How to avoid Delimiter occuring in column values in .csv file

Hello Gurus,

I need to create a file from a .csv file extracting specific columns only.

File structure is

Column1,Column2,Column3,Column4
abcd,1234,"asdf, tew,123",123456
efgh,234,asdf,654321

My output file should have

abcd,123456
efgh,654321

Can you pls help me with the code.

Thanks

What you have tried so far ..

For this case particulary :

awk -F"," '{print $1","$NF}' inputFile

. Will not work if the last column has more than one field wrapped inside quotes.

I tried cut -d but it takes the commas inside "" as well in count

while read line
do
   OUTLINE=`echo $line | cut -d, -f1`","`echo $line | cut -d, -f4`
   echo $OUTLINE
done < file.csv

I get following output :

Column1,Column4
abcd, tew

Thanks

The answer from @Sheel looks good because it finds the first and last comma-separated field (providing that both fields are numbers or strings which contain no comma characters).

Thanks Sheel... But it's possible that I have more that one fields wrapped inside in the last column as well, I need to somehow escape commas inside "". Really appreciate if you can provide an alternative.

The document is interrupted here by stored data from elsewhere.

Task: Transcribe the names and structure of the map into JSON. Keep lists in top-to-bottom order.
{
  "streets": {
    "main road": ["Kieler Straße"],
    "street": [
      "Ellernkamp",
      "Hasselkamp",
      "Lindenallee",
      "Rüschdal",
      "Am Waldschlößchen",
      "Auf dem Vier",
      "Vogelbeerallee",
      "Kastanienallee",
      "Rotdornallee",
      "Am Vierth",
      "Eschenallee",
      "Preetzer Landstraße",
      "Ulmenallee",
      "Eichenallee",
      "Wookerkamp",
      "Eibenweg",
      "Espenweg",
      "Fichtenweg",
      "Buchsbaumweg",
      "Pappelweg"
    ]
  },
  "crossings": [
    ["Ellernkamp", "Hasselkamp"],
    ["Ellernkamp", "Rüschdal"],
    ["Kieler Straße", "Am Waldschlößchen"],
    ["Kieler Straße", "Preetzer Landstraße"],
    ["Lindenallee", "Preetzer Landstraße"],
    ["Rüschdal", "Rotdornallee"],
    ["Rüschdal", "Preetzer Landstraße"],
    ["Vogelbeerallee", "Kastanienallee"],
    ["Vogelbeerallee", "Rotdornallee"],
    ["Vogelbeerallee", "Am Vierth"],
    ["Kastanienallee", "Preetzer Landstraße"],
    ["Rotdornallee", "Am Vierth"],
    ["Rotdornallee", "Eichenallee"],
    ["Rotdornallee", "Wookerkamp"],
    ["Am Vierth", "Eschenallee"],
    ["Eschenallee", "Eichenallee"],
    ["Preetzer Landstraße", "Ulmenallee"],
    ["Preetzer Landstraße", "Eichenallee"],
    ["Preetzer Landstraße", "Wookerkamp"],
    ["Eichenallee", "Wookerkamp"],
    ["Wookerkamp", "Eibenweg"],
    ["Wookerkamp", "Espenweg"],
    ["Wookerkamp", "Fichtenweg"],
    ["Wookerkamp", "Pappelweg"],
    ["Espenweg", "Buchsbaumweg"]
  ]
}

I dont think we can do it in a single line. I can suggest you a way though: Filter out the rows having double quotes into a new file and write a command particualry for that file.

---------- Post updated at 07:22 AM ---------- Previous update was at 06:49 AM ----------

Here is another way. Replace the commas withing double quotes with a different character (say pipe) and then read the columns using comma as delimiter.

Command to replace the commas within double quotes

 awk -F'"' 'BEGIN{OFS="\""}{gsub(",","|",$2);print}' inputFile 

You can revert the pipe to comma after getting the desired output.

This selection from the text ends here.